1.Bar la Curva
2.Mój synku
3.Hanna Gronkowiec walczy
4.Czemu ach czemu
5.Marzenia swoje miej
6.Przecięty na pół
7.Jak zło się rodzi
8.Polska jest ważna
9.Plamy na słońcu
10.Nie ma boga
11.Nikomu nie cofam poparcia
12.Szybciej
13.Skończyłem się
14.Ballada o Janku Wiśniewskim
Rok wydania: 2011
Wydawca: SP Records
http://www.knz.art.pl
Kazik jest w dobrej formie. Niezależnie czy Na Żywo czy jako artysta
otoczony Kultem, ostatnie płyty wyraźnie wskazują na świetną formę
zarówno w studio jak i na scenie. Oczywiście mowa to o pracy zbiorowej
pod wyraźnym przewodnictwem Kazika na płytach „Hurra!” czy „MTV
Unplugged- Kult”. Wymieniony zestaw który należy określić przymiotnikiem
„wyśmienite” trzeba uzupełnić teraz o płytę Bar La Curva/Plamy na
słońcu reaktywowanej jakiś czas temu grypy Kazik Na Żywo. Deklaracja
Kazika która została złożona swoim kolegom z drużyny „po spożyciu” z
czasem przybrała realne kształty w formie terminów koncertów a później
wizyt w studio czego ostatecznie efektem jest kilkadziesiąt minut
czadowej muzyki i jak zwykle bezkompromisowych tekstów. Zebrane zostały
razem w postaci trzynastu utworów na płycie pod słonecznym wspólnym
mianownikiem. „Bar La Curva” to knajpa na malowniczej Teneryfie, w
której Staszewski miał okazję swego czasu gasić pragnienie w doborowym
towarzystwie. Można stamtąd pewnie łatwiej zauważyć „Plamy na słońcu”.
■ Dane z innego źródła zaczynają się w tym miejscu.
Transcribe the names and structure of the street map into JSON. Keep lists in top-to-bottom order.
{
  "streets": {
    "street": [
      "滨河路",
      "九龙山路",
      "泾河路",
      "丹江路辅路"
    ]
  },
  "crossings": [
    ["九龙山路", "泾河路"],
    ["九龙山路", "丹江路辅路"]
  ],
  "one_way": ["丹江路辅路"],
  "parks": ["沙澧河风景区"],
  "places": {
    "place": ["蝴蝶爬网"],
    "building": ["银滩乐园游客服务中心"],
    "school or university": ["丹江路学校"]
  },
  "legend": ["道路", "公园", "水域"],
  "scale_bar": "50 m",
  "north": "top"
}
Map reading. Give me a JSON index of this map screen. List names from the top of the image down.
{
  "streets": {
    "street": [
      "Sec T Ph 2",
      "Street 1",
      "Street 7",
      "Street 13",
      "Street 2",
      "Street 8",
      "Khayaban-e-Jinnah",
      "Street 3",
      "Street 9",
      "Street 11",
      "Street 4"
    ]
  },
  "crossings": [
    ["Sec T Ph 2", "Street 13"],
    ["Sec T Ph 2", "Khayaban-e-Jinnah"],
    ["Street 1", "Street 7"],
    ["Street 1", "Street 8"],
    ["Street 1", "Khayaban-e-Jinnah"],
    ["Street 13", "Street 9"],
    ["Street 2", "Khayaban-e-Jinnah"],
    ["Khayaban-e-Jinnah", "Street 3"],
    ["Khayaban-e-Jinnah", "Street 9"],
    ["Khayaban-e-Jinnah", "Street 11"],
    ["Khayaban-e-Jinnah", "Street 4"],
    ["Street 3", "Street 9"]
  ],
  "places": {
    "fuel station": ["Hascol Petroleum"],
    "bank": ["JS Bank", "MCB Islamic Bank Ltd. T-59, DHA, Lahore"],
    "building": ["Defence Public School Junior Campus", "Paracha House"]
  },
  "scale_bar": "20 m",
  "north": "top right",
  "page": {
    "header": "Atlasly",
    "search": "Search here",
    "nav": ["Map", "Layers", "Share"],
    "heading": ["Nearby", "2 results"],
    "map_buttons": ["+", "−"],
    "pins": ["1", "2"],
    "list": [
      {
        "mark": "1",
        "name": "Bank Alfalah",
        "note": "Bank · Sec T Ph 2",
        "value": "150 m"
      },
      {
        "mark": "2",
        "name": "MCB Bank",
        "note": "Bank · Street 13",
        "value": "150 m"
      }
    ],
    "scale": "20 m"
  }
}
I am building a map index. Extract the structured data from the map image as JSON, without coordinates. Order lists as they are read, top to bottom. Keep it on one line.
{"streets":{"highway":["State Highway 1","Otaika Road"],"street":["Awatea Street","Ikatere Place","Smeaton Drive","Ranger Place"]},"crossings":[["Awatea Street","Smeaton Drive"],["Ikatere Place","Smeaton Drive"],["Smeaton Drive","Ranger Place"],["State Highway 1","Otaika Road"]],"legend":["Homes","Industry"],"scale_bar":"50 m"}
Istotniejsze jednak jest to, że oba wyrażenia objęte cudzysłowem dały
podwójny tytuł nowemu albumowi KNŻ . Razem ze zdjęciem z okładki
wspomnianego baru, nawiązują do legendarnego „Morrison Hotel” zespołu
The Doors, gdzie nagrania z pierwszej strony płyty winylowej
zatytułowano „Hard Rock Cafe”.
Muzycznie to energetyczna dawka mocnych brzmień. Dotyczy to całej
zawartości, bez wyjątku. Tym razem KNŻ obrało zdecydowany kurs w stronę
stoner rocka. Między innymi słychać takie dźwięki w piosence promującej
wydawnictwo, w połowie tytułowej „Plamy na słońcu”, kojarzącej się z
Queen Of The Stone Age. Obecne są także inspiracje często pojawiające
sie w przeszłości czyli dokonaniami Rage Against The Machine słyszalne w
„Nie ma Boga”, jest także odrobina punk rocka w postaci „Marzenia swoje
miej”. Generalnie muzyka stanowi doskonałe uzupełnienie tekstów. Treść
słowna piosenek, w każdym projekcie w jakim pojawiał się Kazik, zawsze
stanowiła ich mocny punkt. Rockowa poezja jego autorstwa doskonale
trafia w sedno poruszanych tematów, zaaplikowana bez znieczulenia,
jest jak uwalniająca z niezdrowych emocji wizyta u psychoterapeuty.
Nie inaczej jest i tym razem.
Zdarza się Staszewskiemu zmagać z zarzutami o końcu własnej rockowo
niezależnej kreatywności z czym polemizuje w piosence „Skończyłem się”.
Wydaję się to być niepotrzebne, bo jak nikt inny potrafi przyłożyć
rzeczywistości i to bez kominiarki zasłaniającej twarz. Robi swoje.